### AVAILABLE DATA
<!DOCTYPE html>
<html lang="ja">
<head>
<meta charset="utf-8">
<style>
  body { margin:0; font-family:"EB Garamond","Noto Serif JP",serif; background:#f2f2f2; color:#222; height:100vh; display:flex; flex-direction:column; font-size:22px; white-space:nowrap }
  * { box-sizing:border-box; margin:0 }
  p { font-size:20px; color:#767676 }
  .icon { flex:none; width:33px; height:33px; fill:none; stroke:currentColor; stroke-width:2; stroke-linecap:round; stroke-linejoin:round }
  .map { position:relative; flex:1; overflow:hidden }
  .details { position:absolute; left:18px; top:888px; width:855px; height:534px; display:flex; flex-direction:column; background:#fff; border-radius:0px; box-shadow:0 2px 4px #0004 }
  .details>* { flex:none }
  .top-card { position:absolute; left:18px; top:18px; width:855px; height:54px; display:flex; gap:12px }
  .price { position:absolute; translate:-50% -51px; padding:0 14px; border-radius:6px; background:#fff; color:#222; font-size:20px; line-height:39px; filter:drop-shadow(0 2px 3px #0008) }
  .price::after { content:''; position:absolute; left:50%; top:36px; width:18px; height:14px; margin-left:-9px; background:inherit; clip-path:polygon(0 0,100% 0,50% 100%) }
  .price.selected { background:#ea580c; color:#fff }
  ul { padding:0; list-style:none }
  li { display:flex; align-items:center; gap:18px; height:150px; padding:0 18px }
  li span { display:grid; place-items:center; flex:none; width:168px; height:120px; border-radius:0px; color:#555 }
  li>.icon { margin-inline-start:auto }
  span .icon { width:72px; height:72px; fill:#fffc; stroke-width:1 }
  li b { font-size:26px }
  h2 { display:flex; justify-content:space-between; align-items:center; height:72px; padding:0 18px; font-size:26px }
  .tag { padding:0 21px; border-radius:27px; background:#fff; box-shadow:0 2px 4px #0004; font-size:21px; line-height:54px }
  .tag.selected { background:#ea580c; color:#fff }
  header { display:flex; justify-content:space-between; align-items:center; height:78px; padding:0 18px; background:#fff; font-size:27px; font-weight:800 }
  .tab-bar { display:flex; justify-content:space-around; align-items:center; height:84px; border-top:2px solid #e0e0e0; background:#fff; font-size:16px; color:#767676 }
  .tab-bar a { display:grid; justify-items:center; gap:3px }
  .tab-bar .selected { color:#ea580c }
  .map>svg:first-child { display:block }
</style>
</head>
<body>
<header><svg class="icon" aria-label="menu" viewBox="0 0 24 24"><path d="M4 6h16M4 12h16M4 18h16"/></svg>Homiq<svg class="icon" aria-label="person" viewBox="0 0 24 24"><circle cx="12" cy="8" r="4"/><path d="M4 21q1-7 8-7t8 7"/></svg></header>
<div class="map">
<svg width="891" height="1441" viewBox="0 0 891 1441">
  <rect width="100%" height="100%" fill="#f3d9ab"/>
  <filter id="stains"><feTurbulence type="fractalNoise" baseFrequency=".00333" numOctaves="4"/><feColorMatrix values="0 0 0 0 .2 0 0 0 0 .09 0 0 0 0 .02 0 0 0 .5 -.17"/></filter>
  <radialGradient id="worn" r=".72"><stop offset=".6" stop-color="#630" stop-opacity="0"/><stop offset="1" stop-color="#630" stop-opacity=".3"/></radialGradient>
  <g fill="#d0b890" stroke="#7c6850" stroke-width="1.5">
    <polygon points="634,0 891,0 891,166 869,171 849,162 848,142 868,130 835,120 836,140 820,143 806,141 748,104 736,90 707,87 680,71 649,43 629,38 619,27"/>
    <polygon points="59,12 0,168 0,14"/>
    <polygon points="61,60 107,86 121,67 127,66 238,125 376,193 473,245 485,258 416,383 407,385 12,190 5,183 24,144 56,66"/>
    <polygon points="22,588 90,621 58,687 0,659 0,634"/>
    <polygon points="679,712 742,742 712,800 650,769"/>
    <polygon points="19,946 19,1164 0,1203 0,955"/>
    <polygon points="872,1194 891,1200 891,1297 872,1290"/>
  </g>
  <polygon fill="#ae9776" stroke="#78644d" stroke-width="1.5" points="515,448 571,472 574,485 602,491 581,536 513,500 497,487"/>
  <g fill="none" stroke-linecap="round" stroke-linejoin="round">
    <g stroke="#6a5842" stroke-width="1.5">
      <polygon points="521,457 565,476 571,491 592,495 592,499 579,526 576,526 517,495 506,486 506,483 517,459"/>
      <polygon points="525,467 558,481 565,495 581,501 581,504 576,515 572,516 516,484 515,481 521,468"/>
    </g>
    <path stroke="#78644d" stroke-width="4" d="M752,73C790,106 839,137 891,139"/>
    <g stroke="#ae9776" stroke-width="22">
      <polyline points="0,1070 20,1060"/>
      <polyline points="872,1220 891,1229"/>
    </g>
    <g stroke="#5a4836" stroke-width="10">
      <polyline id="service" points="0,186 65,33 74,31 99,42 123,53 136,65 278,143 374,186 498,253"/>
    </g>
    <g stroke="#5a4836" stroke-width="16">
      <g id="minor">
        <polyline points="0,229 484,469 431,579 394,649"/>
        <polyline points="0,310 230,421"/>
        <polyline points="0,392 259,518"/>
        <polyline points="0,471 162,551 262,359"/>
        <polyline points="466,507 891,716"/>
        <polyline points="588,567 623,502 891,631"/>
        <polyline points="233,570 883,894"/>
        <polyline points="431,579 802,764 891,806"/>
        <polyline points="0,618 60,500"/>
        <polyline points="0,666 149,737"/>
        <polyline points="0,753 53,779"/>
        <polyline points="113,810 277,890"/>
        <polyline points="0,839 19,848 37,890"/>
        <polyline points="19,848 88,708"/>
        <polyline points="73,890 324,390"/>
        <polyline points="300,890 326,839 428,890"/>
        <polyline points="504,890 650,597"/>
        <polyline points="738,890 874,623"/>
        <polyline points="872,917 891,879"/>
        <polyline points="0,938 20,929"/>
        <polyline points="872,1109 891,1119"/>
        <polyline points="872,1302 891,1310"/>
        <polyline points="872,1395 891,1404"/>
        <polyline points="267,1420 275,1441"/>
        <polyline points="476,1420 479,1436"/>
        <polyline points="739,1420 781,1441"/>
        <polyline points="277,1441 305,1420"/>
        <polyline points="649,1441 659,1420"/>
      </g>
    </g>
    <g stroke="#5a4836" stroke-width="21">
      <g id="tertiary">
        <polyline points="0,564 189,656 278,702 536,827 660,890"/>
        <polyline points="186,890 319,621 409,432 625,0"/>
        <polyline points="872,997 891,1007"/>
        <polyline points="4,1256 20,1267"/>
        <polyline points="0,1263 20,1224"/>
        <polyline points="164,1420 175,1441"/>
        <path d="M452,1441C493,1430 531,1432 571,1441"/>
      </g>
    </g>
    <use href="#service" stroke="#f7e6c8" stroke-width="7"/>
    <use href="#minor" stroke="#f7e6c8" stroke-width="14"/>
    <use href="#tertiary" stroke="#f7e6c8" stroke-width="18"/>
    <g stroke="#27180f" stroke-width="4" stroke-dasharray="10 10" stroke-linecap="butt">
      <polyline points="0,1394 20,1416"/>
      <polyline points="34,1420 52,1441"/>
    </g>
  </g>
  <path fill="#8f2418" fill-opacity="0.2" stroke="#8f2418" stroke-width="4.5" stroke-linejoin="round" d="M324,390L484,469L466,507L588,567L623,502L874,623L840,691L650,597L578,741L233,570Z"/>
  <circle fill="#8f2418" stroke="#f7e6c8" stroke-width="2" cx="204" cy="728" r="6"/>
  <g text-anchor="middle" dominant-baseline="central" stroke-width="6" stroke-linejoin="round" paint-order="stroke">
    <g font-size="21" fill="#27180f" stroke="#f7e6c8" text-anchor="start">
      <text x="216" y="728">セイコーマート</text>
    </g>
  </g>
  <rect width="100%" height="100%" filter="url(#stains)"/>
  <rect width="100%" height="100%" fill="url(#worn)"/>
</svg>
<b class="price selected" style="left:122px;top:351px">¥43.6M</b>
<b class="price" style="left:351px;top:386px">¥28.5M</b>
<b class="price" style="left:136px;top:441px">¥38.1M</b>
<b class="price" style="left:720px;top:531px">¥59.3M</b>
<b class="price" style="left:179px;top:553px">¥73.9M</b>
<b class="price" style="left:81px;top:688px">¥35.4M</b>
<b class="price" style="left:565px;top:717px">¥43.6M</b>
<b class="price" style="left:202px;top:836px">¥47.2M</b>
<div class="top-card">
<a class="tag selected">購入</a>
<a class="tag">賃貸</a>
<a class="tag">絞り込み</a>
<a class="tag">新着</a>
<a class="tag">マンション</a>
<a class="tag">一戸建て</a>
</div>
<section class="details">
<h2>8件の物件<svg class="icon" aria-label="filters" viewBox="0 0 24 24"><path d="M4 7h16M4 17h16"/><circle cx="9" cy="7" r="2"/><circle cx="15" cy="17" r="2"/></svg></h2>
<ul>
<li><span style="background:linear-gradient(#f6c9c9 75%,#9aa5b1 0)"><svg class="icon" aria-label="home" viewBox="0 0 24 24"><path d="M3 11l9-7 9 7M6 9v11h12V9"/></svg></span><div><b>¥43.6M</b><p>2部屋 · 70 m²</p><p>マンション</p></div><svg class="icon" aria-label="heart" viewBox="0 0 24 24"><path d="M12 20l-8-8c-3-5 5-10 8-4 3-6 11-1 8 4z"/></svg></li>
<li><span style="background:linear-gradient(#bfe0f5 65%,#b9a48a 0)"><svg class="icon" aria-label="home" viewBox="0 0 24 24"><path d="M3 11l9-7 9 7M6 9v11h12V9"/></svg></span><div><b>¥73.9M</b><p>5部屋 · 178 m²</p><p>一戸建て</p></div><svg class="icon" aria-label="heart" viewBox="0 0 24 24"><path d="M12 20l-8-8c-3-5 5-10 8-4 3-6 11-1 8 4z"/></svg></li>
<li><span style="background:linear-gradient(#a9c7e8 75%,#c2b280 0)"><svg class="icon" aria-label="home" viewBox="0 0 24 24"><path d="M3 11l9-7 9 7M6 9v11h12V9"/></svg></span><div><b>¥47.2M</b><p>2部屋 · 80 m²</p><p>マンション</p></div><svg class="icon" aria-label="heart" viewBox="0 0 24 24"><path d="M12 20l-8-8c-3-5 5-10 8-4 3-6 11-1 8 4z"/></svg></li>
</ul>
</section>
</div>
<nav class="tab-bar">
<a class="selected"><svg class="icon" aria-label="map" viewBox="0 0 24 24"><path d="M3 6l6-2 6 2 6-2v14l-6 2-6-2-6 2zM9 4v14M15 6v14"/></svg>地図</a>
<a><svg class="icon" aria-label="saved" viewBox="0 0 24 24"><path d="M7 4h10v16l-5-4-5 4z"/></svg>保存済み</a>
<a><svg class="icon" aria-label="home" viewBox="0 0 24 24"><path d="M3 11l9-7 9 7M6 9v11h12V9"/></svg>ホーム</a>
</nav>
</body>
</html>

### AIM OF THE EXERCISE
Where the string "worn" occurs in the data, return the whole line.

### WRITTEN RESPONSE
  <radialGradient id="worn" r=".72"><stop offset=".6" stop-color="#630" stop-opacity="0"/><stop offset="1" stop-color="#630" stop-opacity=".3"/></radialGradient>
  <rect width="100%" height="100%" fill="url(#worn)"/>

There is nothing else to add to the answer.